Его поездки резко повысили продажи ружей и боеприпасов, наши представительства появились в Казани, Нижнем Новгороде, даже Астрахани. Все складские запасы ружей подмели начисто, торговля легко осваивала сотню «Луш» в неделю. Производство требовало немедленного расширения, благо, возможности его предусмотрел ещё Володя. По моей просьбе, этим занялся тесть, быстро добившись реальных результатов. Всего за пару недель ему удалось довести выпуск ружей до двух сотен, с перспективой выхода на тысячу штук в неделю. Учитывая наш минимальный доход с ружья в пару рублей, такие прибыли давали возможность заняться новыми моделями оружия. Производство миномётов мы не расширяли, ограничившись двумя десятками орудий на складе и тысячей осколочных мин. Револьверы продолжали выпускать по двадцать в неделю, не форсируя их производство. На складах хранились уже семь сотен револьверов, запас патронов для оружия подходил к пятидесяти тысячам.
Я не сомневался, что уже наработанного оружия нам хватит для достойной обороны завода, поскольку все рабочие, охранники и даже вогульские воины, кроме ружей, давно были обучены стрельбе из револьвера. Миномётных расчётов мы приготовили три десятка, из самых доверенных парней. В общей сложности, вместе с рабочими, завод могли оборонять почти триста бойцов. Однако, меня волновало большое число ружей, расползавшихся по Прикамью. Несмотря на то, что изделия все были номерные, с нашим клеймом, учитывались все проданные ружья по фамилиям покупателей, мы их продали к началу августа больше полутора тысяч. И это меня пугало, если хотя бы четверть ружей обратят против нас, добавив туда местные мушкеты, оборону завода легко разрушат. Вспоминая историю, я не мог точно оценить численность пугачёвского войска. В любом случае, не меньше десяти тысяч человек, при пушках и огнестрельном оружии. Кроме того, с ними были казаки, профессиональные воины, всадники. Случись конная атака нашей, Таракановской крепостицы, никакие миномёты не помогут. С башкирами нам повезло, мы их взяли врасплох, казаки такого казуса не допустят. Тем летом, по моим воспоминаниям, в воздухе стоял запах беды, многие люди это чувствовали, создавали запасы продуктов, соли, дров, по заведённым провинциальным традициям. В долг уже с мая никто никому не давал, ни товаров, ни денег. Народ усиленно готовился к чему-то страшному.
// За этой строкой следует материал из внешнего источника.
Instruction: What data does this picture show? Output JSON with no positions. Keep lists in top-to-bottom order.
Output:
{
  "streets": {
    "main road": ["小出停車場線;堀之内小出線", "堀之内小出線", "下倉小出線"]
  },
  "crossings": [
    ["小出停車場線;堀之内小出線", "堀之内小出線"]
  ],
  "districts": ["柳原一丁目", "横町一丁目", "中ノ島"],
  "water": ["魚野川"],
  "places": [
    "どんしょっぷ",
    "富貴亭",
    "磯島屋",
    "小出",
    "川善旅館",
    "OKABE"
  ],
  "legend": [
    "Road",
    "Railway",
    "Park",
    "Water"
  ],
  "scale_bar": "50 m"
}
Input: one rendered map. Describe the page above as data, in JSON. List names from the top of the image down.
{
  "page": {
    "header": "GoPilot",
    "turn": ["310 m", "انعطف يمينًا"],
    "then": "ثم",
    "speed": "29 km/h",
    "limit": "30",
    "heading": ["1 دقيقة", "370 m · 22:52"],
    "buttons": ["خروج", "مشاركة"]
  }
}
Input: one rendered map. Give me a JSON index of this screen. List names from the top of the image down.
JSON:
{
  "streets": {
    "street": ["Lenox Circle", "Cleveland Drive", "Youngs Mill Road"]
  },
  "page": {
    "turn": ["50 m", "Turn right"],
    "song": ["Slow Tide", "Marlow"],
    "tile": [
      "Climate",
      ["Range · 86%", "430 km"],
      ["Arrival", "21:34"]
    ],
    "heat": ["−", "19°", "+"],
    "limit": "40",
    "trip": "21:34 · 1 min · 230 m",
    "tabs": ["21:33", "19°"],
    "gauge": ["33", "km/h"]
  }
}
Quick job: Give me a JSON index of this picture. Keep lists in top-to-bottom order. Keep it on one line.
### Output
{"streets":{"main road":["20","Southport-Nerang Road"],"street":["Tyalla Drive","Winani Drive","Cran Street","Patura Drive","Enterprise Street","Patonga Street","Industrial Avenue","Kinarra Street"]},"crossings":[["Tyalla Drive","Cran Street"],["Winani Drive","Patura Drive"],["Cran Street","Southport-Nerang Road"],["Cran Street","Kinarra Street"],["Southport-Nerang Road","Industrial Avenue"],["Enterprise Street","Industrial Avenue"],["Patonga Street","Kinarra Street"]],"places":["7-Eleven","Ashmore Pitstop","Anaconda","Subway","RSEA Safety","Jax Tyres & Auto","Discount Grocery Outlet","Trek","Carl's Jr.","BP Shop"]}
По моему мнению, нам необходимы были пулемёты либо пушки, стреляющие картечью. С пулемётами дело долгое, за оставшиеся до зимы месяцы ничего не успею. Зато казнозарядные пушки дело другое, опыт производства орудий у нас имелся. Алимов, едва услышав, что все расходы беру на себя, сразу согласился. Месяц ушёл на черновую работу по отливке и рассверливанию двадцати стволов миномётного калибра. Я собирался стандартизировать всё наше оружие, наши рабочие отлично освоили производство мин. Принцип максимального прилегания к стволу снаряда, путём напрессовывания медных колец на снаряд, позволял увеличить дальность выстрела до небывалых для имеющихся на вооружении орудий расстояний. Я решил остановиться на гладкоствольной артиллерии, используя оперённые снаряды, аналогично противотанковым пушкам конца двадцатого века.
Самым трудным делом оставалось врезка клинового затвора, с чем пришлось повозиться, помогли вовкины станки. Он оставил базу для изготовления фрезерных станков, мне удалось их довести до ума и проточить в стволах заготовок пазы под клиновые затворы. Первые четыре орудия я протачивал сам, остальные фрезеровали мастера. С самими затворами возни вышло меньше, правда, получились они тяжеловатыми, с учётом трёхкратного запаса прочности. Закончили все пушки мы к концу Успенского поста, именно тогда появились первые слухи о волнениях на реке Яике. Там, как я ожидал, появился Пётр Третий, муж нашей императрицы Екатерины, чудесным образом, выживший и желавший вернуть себе престол. Чтобы заинтересовать крестьян и рабочих, все сообщали об укрытом от «общественности» Указе о вольности крестьянской. Судя по тому, что даже мне попалась на глаза листовка с этим лозунгом, не один я занимался печатной агитацией.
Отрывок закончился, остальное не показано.